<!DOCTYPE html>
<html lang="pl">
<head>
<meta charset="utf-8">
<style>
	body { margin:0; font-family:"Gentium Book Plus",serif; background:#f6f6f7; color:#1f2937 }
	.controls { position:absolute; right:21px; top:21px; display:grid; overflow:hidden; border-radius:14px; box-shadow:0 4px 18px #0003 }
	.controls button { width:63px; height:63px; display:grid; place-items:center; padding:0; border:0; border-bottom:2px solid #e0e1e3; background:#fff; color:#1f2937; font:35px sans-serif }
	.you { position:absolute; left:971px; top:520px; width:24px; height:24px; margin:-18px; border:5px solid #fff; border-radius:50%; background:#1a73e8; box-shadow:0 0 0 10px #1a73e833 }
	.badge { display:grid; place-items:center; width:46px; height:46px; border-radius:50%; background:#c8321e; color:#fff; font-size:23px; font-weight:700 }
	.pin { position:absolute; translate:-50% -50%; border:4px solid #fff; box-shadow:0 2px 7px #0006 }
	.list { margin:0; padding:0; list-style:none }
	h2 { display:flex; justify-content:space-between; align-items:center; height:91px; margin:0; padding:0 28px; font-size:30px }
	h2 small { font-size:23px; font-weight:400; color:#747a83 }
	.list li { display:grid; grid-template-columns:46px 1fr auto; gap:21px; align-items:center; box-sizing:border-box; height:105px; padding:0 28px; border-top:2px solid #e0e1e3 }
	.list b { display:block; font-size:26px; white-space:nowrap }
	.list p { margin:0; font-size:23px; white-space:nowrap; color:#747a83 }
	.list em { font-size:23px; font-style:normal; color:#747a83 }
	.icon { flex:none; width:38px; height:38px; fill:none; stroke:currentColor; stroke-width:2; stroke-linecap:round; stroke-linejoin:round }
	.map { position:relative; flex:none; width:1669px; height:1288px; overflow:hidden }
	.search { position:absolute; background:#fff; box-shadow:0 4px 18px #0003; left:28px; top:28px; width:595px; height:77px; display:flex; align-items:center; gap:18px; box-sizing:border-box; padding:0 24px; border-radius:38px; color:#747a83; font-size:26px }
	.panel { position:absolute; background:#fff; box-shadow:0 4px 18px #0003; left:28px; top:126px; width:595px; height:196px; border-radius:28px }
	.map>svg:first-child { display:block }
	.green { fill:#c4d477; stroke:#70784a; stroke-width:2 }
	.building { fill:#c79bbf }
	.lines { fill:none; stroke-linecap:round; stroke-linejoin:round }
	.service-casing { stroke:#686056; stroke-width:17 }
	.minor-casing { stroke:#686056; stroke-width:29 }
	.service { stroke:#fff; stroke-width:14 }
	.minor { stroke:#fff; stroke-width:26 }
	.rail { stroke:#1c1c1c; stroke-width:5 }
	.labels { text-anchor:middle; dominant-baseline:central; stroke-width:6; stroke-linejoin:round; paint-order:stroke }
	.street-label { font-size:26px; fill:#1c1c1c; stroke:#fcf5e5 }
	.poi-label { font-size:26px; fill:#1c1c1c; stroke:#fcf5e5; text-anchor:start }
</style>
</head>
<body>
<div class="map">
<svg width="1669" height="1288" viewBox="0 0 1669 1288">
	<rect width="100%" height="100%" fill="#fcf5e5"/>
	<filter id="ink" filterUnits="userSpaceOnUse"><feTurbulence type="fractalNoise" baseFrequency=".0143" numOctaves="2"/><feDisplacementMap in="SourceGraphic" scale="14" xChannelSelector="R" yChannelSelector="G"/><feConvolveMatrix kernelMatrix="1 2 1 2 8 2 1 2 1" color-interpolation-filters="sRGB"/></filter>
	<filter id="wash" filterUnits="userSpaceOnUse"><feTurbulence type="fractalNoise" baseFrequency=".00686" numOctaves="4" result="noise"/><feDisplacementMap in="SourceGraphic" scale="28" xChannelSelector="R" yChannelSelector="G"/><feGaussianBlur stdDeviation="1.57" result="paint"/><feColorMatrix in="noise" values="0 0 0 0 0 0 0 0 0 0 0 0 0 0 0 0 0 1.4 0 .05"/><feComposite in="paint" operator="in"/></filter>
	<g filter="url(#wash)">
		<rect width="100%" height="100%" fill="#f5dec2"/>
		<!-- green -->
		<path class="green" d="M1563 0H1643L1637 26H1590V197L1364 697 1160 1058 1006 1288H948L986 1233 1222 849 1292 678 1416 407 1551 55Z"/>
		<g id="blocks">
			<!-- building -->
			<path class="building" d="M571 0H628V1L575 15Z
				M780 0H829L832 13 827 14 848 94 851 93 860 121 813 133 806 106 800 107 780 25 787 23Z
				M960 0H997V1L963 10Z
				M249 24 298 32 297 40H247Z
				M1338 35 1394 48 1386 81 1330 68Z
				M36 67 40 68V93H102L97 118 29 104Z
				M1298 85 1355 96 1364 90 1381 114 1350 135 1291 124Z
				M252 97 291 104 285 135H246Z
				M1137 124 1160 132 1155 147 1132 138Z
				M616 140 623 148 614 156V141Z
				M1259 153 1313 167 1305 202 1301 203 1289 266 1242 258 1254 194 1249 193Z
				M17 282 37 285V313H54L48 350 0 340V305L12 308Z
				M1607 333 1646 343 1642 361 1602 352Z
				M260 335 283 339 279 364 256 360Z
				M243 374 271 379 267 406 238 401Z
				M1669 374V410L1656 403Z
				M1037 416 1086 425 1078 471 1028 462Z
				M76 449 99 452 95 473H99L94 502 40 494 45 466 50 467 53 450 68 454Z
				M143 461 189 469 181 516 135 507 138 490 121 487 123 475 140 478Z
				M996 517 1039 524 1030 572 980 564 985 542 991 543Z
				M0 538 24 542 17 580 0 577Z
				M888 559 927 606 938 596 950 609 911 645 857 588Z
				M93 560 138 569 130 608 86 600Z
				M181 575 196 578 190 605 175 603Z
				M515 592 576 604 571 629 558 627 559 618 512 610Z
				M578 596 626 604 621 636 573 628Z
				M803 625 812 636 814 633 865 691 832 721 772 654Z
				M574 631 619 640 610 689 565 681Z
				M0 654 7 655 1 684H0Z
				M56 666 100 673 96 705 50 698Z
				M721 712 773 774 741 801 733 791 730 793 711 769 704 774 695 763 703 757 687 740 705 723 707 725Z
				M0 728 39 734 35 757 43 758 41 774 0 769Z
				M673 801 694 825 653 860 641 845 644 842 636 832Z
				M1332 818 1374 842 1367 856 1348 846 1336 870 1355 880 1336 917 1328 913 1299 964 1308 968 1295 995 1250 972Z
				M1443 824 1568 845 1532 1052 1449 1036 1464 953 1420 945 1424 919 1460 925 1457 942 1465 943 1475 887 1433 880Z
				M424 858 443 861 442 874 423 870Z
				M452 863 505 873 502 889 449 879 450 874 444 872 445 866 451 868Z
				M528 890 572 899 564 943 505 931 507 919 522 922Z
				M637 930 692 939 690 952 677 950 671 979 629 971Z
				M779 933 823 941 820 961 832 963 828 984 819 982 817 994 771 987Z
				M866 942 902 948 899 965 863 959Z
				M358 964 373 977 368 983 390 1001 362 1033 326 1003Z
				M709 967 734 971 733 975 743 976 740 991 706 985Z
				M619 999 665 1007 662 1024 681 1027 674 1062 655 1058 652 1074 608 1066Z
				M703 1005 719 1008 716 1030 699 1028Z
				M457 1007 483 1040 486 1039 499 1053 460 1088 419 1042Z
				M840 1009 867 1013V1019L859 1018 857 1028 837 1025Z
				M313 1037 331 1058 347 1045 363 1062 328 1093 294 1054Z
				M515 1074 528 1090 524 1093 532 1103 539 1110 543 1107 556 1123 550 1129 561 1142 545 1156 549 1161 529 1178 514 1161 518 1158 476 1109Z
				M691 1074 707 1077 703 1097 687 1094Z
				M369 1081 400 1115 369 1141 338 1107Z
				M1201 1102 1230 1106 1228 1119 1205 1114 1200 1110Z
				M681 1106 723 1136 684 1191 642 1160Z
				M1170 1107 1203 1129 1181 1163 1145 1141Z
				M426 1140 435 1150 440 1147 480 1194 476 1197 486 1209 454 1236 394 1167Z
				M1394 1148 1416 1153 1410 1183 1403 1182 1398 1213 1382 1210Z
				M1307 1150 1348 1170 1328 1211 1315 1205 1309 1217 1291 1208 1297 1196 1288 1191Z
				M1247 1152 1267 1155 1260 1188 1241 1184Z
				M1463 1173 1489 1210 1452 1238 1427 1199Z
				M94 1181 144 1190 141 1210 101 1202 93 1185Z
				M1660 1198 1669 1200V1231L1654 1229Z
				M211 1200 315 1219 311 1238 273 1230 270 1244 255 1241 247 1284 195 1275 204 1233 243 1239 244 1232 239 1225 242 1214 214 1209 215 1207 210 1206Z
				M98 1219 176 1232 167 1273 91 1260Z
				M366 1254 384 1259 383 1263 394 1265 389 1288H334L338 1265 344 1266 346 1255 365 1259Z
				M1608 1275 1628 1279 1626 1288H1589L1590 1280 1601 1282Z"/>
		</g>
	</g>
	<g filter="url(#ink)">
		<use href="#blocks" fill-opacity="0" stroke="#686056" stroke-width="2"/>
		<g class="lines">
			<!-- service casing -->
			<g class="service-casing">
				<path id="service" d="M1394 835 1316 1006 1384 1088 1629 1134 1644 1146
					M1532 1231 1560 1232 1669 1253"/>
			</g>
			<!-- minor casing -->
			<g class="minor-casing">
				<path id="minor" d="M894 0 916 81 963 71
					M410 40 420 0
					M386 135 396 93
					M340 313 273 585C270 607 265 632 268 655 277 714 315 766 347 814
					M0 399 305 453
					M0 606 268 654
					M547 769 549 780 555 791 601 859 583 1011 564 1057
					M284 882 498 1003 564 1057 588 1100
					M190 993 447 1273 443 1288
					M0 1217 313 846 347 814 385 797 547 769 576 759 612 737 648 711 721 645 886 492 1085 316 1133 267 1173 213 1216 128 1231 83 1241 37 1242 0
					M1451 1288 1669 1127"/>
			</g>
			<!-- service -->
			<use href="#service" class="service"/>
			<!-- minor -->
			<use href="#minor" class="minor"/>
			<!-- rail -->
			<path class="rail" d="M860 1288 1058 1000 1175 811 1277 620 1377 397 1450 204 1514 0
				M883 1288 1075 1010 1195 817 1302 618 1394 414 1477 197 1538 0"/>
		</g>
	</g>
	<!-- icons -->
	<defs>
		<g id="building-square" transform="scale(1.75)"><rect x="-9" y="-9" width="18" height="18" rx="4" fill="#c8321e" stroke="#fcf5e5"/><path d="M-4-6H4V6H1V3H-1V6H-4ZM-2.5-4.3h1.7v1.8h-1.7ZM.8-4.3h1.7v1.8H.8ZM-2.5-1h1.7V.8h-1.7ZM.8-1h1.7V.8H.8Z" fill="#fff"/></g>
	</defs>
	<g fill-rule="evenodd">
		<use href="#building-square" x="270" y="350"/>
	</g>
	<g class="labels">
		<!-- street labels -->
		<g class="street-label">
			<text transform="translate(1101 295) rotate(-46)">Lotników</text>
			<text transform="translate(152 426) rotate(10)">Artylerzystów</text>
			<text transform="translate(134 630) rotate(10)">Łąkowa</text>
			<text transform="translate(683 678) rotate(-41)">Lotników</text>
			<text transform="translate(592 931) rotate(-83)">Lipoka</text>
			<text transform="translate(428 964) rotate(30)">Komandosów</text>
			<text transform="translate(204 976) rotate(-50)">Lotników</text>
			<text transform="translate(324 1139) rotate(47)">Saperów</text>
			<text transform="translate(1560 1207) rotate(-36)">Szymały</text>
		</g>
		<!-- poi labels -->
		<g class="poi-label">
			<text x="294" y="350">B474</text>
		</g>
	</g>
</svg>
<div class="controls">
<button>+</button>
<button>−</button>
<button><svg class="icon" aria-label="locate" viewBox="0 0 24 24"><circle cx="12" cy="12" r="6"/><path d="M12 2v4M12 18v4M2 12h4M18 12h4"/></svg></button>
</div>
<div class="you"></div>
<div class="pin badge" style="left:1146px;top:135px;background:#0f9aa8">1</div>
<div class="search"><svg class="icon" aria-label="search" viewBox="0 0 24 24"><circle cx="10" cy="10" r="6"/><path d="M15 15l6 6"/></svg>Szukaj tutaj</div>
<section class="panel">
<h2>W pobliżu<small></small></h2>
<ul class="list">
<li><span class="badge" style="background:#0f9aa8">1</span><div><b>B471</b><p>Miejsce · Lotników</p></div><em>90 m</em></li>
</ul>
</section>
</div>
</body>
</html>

● ● ● ● ●

| WHAT YOU SHOULD DO |
Retype the listing above, word for word, from its first line to the line containing "position:absolute; right:21px; top:21px;", both ends included.

| OUTPUT |
<!DOCTYPE html>
<html lang="pl">
<head>
<meta charset="utf-8">
<style>
	body { margin:0; font-family:"Gentium Book Plus",serif; background:#f6f6f7; color:#1f2937 }
	.controls { position:absolute; right:21px; top:21px; display:grid; overflow:hidden; border-radius:14px; box-shadow:0 4px 18px #0003 }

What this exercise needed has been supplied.